From the first line of the data below, repeat each line exactly until you reach the line with "2px #a6adb4) drop-shadow(0"; include that line too.

PROVIDED DATA —

──────────

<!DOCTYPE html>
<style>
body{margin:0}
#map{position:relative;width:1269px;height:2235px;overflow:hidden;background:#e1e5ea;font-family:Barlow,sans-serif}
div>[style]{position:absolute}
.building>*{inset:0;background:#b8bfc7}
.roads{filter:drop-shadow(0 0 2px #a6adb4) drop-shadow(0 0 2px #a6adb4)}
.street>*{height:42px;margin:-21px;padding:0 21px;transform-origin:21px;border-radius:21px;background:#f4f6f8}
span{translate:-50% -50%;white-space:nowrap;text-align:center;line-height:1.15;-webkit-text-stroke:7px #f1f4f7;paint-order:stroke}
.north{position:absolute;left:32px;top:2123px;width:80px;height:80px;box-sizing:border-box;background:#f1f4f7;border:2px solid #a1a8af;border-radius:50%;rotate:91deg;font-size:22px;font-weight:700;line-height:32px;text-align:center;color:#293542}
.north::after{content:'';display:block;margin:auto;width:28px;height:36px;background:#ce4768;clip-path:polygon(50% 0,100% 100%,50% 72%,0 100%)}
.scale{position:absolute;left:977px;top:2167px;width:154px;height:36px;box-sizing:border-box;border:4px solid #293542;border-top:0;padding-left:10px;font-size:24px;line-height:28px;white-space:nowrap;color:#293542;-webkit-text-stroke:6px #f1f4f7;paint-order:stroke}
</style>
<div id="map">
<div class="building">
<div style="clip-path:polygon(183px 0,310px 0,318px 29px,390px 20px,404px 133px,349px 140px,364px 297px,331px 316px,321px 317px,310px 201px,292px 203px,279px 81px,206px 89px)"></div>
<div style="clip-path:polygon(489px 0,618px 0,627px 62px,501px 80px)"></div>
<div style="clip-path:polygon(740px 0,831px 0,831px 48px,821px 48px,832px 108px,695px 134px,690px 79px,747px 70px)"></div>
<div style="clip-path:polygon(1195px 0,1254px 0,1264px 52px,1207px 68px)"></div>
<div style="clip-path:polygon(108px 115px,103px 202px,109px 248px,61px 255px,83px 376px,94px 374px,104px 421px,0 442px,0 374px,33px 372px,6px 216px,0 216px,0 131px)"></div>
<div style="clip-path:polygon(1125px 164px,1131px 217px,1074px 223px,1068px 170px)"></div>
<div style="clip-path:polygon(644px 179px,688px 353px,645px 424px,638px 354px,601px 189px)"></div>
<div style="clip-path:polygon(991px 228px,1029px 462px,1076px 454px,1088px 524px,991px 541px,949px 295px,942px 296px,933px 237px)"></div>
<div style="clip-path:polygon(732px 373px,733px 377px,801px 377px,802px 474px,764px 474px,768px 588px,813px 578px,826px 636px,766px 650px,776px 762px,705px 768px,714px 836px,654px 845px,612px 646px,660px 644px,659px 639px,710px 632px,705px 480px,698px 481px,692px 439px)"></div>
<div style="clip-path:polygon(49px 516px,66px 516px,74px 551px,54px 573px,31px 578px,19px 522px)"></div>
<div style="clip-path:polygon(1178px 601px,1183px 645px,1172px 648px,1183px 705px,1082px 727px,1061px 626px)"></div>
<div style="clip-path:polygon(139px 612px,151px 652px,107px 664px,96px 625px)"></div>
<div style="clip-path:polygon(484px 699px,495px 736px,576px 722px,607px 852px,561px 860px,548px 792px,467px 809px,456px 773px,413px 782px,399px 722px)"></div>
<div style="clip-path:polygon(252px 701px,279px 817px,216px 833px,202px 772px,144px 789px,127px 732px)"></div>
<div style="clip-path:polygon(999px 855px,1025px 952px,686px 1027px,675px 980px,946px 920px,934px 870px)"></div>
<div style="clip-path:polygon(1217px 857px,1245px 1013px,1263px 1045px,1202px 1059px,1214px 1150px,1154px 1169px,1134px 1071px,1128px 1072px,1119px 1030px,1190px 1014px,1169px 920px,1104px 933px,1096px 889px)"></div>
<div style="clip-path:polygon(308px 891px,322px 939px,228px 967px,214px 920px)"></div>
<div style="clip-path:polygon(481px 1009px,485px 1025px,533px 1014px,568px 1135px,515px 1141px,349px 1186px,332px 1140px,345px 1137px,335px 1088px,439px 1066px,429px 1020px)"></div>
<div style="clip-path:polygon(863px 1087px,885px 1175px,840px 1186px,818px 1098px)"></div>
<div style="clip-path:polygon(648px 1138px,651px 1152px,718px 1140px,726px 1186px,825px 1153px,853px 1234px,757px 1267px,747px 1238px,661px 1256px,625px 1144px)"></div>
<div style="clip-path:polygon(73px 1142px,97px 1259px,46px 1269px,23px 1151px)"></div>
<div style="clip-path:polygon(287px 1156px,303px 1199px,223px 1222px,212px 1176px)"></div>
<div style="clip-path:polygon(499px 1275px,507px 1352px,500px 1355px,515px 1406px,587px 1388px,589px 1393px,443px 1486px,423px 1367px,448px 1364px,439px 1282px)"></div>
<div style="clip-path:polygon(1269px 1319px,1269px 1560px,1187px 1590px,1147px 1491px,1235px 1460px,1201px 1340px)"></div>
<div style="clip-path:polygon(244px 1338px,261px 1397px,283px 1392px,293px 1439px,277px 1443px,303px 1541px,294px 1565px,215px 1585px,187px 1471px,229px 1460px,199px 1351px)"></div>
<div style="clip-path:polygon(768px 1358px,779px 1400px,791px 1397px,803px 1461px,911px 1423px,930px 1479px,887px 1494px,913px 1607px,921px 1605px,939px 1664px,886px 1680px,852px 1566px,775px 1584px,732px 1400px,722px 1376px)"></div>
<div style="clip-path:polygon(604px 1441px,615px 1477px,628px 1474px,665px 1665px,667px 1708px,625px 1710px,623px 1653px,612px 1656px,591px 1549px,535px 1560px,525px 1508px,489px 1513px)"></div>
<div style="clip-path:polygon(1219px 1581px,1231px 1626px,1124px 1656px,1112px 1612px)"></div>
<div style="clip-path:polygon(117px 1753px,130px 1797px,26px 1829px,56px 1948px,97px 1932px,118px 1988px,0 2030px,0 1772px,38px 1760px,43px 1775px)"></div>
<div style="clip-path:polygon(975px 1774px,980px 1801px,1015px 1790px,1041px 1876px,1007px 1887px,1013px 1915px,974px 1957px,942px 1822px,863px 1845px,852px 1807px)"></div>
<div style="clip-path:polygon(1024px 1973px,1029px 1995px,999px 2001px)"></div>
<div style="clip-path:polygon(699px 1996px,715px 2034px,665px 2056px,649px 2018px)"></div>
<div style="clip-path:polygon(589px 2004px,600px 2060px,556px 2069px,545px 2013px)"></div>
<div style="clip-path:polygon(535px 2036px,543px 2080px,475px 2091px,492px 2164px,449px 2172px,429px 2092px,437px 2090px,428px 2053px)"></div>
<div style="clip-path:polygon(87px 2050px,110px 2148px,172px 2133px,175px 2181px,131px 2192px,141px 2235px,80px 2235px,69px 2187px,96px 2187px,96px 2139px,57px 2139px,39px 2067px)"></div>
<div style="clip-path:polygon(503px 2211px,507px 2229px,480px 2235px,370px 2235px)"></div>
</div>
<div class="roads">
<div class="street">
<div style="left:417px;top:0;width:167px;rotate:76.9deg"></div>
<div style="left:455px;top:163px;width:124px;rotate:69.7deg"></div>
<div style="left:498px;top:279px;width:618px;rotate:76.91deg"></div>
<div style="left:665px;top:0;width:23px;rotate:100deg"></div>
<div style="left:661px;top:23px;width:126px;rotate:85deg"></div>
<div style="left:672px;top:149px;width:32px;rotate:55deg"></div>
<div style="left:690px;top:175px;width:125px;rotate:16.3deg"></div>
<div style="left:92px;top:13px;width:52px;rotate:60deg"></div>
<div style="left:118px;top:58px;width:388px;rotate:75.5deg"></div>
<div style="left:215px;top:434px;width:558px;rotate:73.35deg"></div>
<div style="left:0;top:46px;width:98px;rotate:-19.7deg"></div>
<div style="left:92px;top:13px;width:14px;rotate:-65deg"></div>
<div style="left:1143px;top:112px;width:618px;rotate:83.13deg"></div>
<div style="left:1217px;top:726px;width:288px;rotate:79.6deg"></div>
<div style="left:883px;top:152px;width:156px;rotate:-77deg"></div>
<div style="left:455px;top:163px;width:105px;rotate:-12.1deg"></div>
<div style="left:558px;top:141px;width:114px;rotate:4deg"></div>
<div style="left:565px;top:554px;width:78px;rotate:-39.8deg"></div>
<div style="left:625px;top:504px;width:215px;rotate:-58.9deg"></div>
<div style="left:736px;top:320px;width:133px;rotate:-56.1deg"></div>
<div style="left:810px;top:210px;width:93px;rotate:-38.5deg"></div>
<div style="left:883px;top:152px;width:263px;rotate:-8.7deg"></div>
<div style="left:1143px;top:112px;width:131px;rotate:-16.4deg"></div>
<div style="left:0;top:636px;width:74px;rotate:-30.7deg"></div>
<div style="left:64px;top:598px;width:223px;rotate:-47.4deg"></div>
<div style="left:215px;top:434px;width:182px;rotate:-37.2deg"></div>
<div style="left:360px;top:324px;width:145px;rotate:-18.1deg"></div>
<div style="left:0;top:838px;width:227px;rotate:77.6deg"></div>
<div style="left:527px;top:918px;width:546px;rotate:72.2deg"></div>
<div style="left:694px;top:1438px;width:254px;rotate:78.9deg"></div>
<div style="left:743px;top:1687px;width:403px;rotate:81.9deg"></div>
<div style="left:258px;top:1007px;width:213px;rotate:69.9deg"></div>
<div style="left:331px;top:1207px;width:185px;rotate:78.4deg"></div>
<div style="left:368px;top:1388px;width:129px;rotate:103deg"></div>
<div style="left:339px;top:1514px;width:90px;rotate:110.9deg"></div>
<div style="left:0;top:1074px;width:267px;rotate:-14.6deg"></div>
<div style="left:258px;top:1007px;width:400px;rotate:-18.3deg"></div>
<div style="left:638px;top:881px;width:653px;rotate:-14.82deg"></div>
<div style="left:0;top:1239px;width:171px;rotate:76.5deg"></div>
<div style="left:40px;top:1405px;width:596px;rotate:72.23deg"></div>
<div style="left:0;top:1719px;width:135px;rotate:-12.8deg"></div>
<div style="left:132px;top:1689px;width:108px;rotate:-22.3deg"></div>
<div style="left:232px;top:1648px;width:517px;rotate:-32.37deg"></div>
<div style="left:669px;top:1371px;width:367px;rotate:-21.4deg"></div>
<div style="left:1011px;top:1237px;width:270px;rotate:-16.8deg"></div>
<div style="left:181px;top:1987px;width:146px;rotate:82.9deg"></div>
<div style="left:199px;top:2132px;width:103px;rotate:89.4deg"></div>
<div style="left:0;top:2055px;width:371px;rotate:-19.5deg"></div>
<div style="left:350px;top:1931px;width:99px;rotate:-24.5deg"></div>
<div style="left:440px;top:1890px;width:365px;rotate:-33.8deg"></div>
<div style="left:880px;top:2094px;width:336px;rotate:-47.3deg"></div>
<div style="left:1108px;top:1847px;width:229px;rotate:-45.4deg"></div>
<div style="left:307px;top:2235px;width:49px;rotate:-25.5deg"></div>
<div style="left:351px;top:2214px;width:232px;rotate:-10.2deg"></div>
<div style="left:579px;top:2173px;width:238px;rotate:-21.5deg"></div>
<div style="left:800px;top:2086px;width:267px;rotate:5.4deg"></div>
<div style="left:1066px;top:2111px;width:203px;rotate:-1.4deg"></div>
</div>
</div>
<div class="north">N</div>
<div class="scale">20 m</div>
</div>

──────────

OUTPUT OF THE EXERCISE —
<!DOCTYPE html>
<style>
body{margin:0}
#map{position:relative;width:1269px;height:2235px;overflow:hidden;background:#e1e5ea;font-family:Barlow,sans-serif}
div>[style]{position:absolute}
.building>*{inset:0;background:#b8bfc7}
.roads{filter:drop-shadow(0 0 2px #a6adb4) drop-shadow(0 0 2px #a6adb4)}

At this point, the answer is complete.